128 LIT
- 128 LIT's first issue, October 2022
- Editor: Andrew Felsher Aadhi Avrina Prabala-Joslin Sean Sam Ruby Wang
- Categories: Literature, art, politics
- Founder: Andrew Felsher Yehui Zhao
- Founded: February 2022
- First issue: October 2022
- Country: United States
- Based in: New York City

= 128 Lit =

New York City-based literary magazine

128 Lit (stylized as 128 LIT) is a literary magazine and multimedia project based in New York City.
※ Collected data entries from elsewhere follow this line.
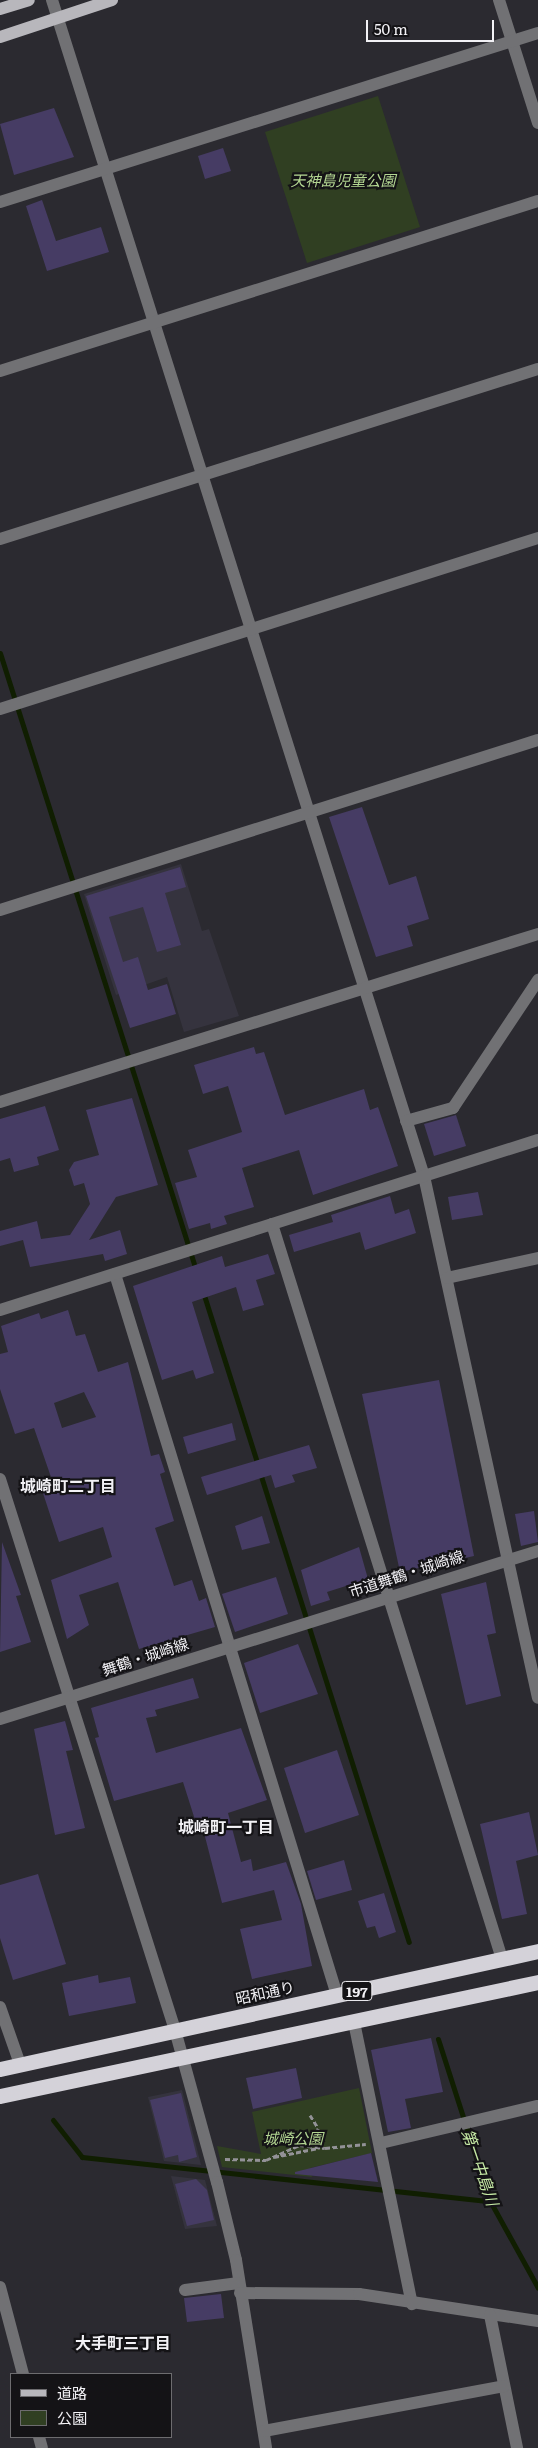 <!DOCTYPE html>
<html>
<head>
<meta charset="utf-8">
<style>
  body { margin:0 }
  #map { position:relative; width:538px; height:2448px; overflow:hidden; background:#2b2a30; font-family:Literata,"Noto Sans JP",serif }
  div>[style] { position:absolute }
  .built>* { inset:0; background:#35333e }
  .green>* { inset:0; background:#303f22 }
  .stream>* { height:5px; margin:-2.5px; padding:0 2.5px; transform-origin:2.5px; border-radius:2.5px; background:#101e01 }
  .building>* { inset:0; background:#463c64 }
  .path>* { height:3px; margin-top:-1.5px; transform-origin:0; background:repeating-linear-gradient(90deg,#939297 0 5px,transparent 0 7.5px) }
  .minor>* { height:12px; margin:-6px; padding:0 6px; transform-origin:6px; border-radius:6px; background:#717174 }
  .major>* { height:12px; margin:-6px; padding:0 6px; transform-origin:6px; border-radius:6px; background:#b8b7bc }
  .highway>* { height:15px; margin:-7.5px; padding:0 7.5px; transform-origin:7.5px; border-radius:7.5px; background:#d4d2d9 }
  span { translate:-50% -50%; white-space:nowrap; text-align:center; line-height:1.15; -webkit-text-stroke:4.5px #141316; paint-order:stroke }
  .shield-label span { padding:1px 4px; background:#141316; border:1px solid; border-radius:4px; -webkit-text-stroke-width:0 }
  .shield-label { font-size:14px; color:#f2f1f5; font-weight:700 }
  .park-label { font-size:15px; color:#b3d692; font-style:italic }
  .street-label { font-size:15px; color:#f2f1f5 }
  .neighbourhood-label { font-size:16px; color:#f2f1f5; font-weight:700 }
  .water-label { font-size:16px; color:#c6eaa5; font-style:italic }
  .legend { position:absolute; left:10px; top:2373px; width:162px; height:65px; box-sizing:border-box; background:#141316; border:1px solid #6d6c6f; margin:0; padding:6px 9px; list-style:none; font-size:15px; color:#f2f1f5 }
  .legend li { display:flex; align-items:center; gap:10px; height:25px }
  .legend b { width:25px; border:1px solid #6d6c6f }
  .scale { position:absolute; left:366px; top:20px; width:128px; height:22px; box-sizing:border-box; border:2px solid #f2f1f5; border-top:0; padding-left:6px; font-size:15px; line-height:18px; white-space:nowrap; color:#f2f1f5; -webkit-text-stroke:4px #141316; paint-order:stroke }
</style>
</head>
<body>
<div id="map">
  <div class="built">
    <div style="clip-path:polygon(181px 864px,202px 931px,209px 929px,239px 1016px,184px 1032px,167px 977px,116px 995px,84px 894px)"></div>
    <div style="clip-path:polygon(182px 2090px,201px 2165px,164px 2161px,148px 2097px)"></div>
    <div style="clip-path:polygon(171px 2176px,205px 2180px,217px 2226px,185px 2229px)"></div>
  </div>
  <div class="green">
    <div style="clip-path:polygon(378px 96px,420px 227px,307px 263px,265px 132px)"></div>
    <div style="clip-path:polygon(359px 2088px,372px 2153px,310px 2168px,312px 2177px,222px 2167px,217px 2146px,261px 2154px,252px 2112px)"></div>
  </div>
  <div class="stream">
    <div style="left:0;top:653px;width:647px;rotate:72.38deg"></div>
    <div style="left:203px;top:1292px;width:182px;rotate:72.4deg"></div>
    <div style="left:260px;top:1473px;width:492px;rotate:72.4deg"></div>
    <div style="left:438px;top:2039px;width:170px;rotate:72.2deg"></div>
    <div style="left:490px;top:2201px;width:99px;rotate:61.1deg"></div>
    <div style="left:53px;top:2120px;width:47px;rotate:51.9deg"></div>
    <div style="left:82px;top:2157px;width:410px;rotate:6.2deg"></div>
  </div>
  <div class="building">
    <div style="clip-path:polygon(54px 108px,74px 157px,14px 175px,0 124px)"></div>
    <div style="clip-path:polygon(223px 148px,231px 171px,205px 179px,198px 156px)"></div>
    <div style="clip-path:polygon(42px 200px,56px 241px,101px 227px,109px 252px,47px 271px,26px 206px)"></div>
    <div style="clip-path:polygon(362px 807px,389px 885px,416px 876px,429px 919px,407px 926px,413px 946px,376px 957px,329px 817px)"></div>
    <div style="clip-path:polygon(180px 867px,186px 887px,165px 893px,181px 945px,157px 952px,143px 907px,109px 917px,123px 962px,138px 957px,148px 990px,167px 984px,176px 1014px,130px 1028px,86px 896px)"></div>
    <div style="clip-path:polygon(254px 1047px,256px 1054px,264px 1052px,285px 1115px,364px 1089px,370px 1110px,378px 1107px,398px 1166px,313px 1195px,299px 1150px,242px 1168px,254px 1207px,224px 1216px,227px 1224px,211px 1229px,210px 1223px,189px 1229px,175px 1183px,197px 1177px,188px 1150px,242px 1132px,228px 1086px,203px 1094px,194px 1065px)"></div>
    <div style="clip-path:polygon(132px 1098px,158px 1185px,116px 1197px,89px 1240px,120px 1230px,127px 1254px,105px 1261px,103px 1254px,30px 1267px,23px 1240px,0 1246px,0 1231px,37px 1221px,41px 1239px,70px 1235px,90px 1204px,84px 1183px,74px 1186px,69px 1170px,74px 1162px,99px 1155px,86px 1110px)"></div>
    <div style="clip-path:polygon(45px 1106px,59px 1150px,37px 1157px,39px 1165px,14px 1172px,10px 1158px,0 1161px,0 1119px)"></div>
    <div style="clip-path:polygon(456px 1115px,466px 1146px,434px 1156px,424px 1124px)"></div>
    <div style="clip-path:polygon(478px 1192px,483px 1215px,452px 1220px,448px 1197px)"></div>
    <div style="clip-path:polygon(390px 1196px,395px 1214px,409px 1209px,416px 1233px,365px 1250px,360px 1232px,294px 1252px,289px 1235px,333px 1222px,331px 1215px)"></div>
    <div style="clip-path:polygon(268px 1254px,275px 1274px,256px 1280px,264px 1305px,243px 1311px,236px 1287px,192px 1302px,214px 1373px,196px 1379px,193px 1370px,162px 1380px,133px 1286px,222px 1256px,225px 1267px)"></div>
    <div style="clip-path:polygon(evenodd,68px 1310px,76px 1336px,85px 1334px,98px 1372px,128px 1362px,151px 1456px,159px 1454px,165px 1472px,160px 1474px,174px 1521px,155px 1528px,174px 1586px,192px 1580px,199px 1601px,206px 1598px,215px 1627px,139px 1649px,118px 1582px,79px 1595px,89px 1625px,67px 1639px,51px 1580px,112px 1557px,103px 1527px,59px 1542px,40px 1484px,52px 1480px,34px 1428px,15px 1434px,0 1389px,0 1354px,8px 1352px,1px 1326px,39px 1313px,41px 1319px,68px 1310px,84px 1392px,96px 1417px,62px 1428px,54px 1403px,84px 1392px)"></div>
    <div style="clip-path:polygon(439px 1380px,474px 1556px,400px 1572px,362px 1394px)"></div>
    <div style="clip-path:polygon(232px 1423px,236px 1440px,188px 1454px,183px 1437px)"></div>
    <div style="clip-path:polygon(309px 1445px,317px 1468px,292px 1475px,295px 1482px,275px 1488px,271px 1475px,207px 1495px,201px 1477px)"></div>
    <div style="clip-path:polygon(534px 1511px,538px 1542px,521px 1546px,515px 1514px)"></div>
    <div style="clip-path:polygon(262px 1516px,270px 1543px,242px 1550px,235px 1526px)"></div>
    <div style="clip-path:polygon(2px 1542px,21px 1595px,16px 1596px,31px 1642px,0 1652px)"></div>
    <div style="clip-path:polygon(359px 1547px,368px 1579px,327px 1592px,330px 1600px,311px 1606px,301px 1570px)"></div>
    <div style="clip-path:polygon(276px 1577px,288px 1614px,235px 1632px,222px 1594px)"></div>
    <div style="clip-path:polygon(486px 1582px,496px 1633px,487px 1635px,501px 1696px,466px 1705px,441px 1594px)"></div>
    <div style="clip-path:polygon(298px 1644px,318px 1694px,260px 1713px,244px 1663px)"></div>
    <div style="clip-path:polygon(193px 1678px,199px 1698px,155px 1710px,157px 1716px,146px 1718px,156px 1753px,241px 1728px,267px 1800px,228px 1813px,241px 1862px,251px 1859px,253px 1871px,286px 1862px,301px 1904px,312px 1966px,252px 1979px,240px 1929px,282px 1920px,274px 1890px,222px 1903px,201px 1821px,196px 1823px,183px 1782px,114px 1801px,95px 1738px,99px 1737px,91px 1708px)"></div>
    <div style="clip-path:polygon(65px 1721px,73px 1750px,66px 1751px,85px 1828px,55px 1835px,34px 1729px)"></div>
    <div style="clip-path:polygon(337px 1750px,359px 1815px,305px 1833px,284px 1768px)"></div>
    <div style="clip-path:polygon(529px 1812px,538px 1855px,516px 1861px,527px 1914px,502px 1919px,480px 1824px)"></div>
    <div style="clip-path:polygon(344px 1860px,352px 1890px,316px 1900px,307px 1871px)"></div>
    <div style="clip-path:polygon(38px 1874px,66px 1964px,13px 1980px,0 1938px,0 1885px)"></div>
    <div style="clip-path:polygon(384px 1893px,396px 1932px,379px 1938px,375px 1926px,367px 1928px,358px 1901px)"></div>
    <div style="clip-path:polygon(98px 1975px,99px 1983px,130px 1977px,136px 2003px,69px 2016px,62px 1983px)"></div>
    <div style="clip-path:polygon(431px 2038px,443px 2092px,405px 2099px,411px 2128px,388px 2132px,371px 2050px)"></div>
    <div style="clip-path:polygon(296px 2068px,302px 2098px,253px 2109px,246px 2078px)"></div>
    <div style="clip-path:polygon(181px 2093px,197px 2157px,179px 2162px,178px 2155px,165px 2158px,150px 2100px)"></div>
    <div style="clip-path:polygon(371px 2153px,378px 2182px,295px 2174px,295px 2172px)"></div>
    <div style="clip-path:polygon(196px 2179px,207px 2190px,214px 2220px,187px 2226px,175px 2184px)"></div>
    <div style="clip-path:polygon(221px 2294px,224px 2318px,187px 2322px,184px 2298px)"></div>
  </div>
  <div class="path">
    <div style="left:310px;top:2115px;width:15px;rotate:58deg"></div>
    <div style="left:318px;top:2128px;width:18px;rotate:99deg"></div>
    <div style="left:274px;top:2157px;width:45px;rotate:-11.6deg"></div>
    <div style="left:225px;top:2159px;width:41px;rotate:1.4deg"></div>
    <div style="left:266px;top:2160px;width:37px;rotate:-24deg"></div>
    <div style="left:300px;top:2145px;width:25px;rotate:7deg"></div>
    <div style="left:325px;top:2148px;width:41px;rotate:-5.6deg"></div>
  </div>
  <div class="minor">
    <div style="left:52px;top:0;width:1233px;rotate:72.45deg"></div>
    <div style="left:424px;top:1176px;width:534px;rotate:77.68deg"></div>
    <div style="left:499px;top:0;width:129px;rotate:72.4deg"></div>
    <div style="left:0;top:202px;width:564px;rotate:-17.44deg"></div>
    <div style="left:0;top:371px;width:564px;rotate:-17.54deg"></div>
    <div style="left:0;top:539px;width:564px;rotate:-17.54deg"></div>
    <div style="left:0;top:709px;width:565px;rotate:-17.63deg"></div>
    <div style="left:0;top:910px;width:564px;rotate:-17.54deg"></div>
    <div style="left:0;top:1102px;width:564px;rotate:-17.34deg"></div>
    <div style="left:406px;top:1121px;width:49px;rotate:-15.5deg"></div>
    <div style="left:453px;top:1108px;width:154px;rotate:-56.4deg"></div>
    <div style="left:272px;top:1224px;width:770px;rotate:72.62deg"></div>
    <div style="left:115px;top:1274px;width:754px;rotate:72.89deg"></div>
    <div style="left:447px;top:1278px;width:93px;rotate:-12.4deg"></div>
    <div style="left:0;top:1310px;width:564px;rotate:-17.54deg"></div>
    <div style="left:0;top:1479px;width:578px;rotate:72.38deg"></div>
    <div style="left:175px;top:2030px;width:158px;rotate:74.6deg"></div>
    <div style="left:217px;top:2182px;width:80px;rotate:76.3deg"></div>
    <div style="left:236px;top:2260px;width:190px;rotate:80.9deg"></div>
    <div style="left:0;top:1719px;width:564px;rotate:-17.34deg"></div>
    <div style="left:0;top:2007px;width:60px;rotate:70.7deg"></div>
    <div style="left:354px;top:2022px;width:288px;rotate:78.4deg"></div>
    <div style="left:381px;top:2143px;width:161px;rotate:-13.3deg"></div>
    <div style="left:0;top:2287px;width:90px;rotate:75.2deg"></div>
    <div style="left:185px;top:2290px;width:54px;rotate:-7.4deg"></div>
    <div style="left:240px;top:2293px;width:119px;rotate:0.5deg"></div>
    <div style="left:359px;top:2294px;width:181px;rotate:8.6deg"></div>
    <div style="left:490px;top:2315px;width:136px;rotate:78.5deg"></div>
    <div style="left:264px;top:2431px;width:244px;rotate:-10.6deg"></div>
    <div style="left:39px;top:2437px;width:11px;rotate:75deg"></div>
  </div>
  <div class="major">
    <div style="left:0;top:9px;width:30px;rotate:-17deg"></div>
    <div style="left:0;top:37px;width:118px;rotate:-18.3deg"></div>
  </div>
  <div class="highway">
    <div style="left:0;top:2069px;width:551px;rotate:-12.37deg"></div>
    <div style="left:0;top:2096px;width:550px;rotate:-11.96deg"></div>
  </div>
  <div class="shield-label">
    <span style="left:357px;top:1991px">197</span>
  </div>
  <div class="park-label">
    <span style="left:343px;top:180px">天神島児童公園</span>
    <span style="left:293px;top:2138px">城崎公園</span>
  </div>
  <div class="street-label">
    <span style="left:406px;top:1573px;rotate:-18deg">市道舞鶴・城崎線</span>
    <span style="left:145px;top:1656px;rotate:-18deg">舞鶴・城崎線</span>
    <span style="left:265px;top:1992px;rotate:-12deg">昭和通り</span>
  </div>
  <div class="neighbourhood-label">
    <span style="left:68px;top:1485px">城崎町二丁目</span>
    <span style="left:226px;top:1826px">城崎町一丁目</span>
    <span style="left:123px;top:2342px">大手町三丁目</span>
  </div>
  <div class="water-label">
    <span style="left:481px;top:2167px;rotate:71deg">第一中島川</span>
  </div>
  <ul class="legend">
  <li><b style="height:6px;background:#b8b7bc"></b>道路</li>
  <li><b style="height:14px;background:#303f22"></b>公園</li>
  </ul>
  <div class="scale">50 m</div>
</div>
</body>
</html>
Founded by Andrew Felsher and Yehui Zhao in February 2022, the publication publishes and showcases poetry, fiction, essays, translation, art, and other diverse forms of media in both print and online forms. In 2023, it won a Firecracker Award from the Community of Literary Magazines and Presses for Magazine / Best Debut.

== History ==
The publication was founded in 2022 by Andrew Felsher, a writer, and Yehui Zhao, a multimedia artist and filmmaker. That year, they designed the publication's website with some of Zhao's risograph art in mind and reached out to editors and writers. The first issue of 128 Lit was published in October 2022, and the publication held several events at Black Spring Books, Wordup Community Bookshop, People's Forum, and others; they also had stands at Indie Lit Fair and Rehearsal Artbook Fair. Initial contributors to the magazine's first issues included Kim Hyesoon, Don Mee Choi, Jackie Wang, Vi Khi Nao, Sarah Ghazal Ali, Chime Lama, María Ospina, Jhani Randhawa, Liza St. James, Monica de la Torre, Mirene Arsanios, Celina Su, and others.

== Name ==
The number 128 was chosen for "its exponential nature: 2 raised to the power of 7." Felsher stated for CLMP that an exponential calculation "recognizes the compounding effects of socioeconomic, emotional, and linguistic conditions" similarly to how the publication intends to interrogate them.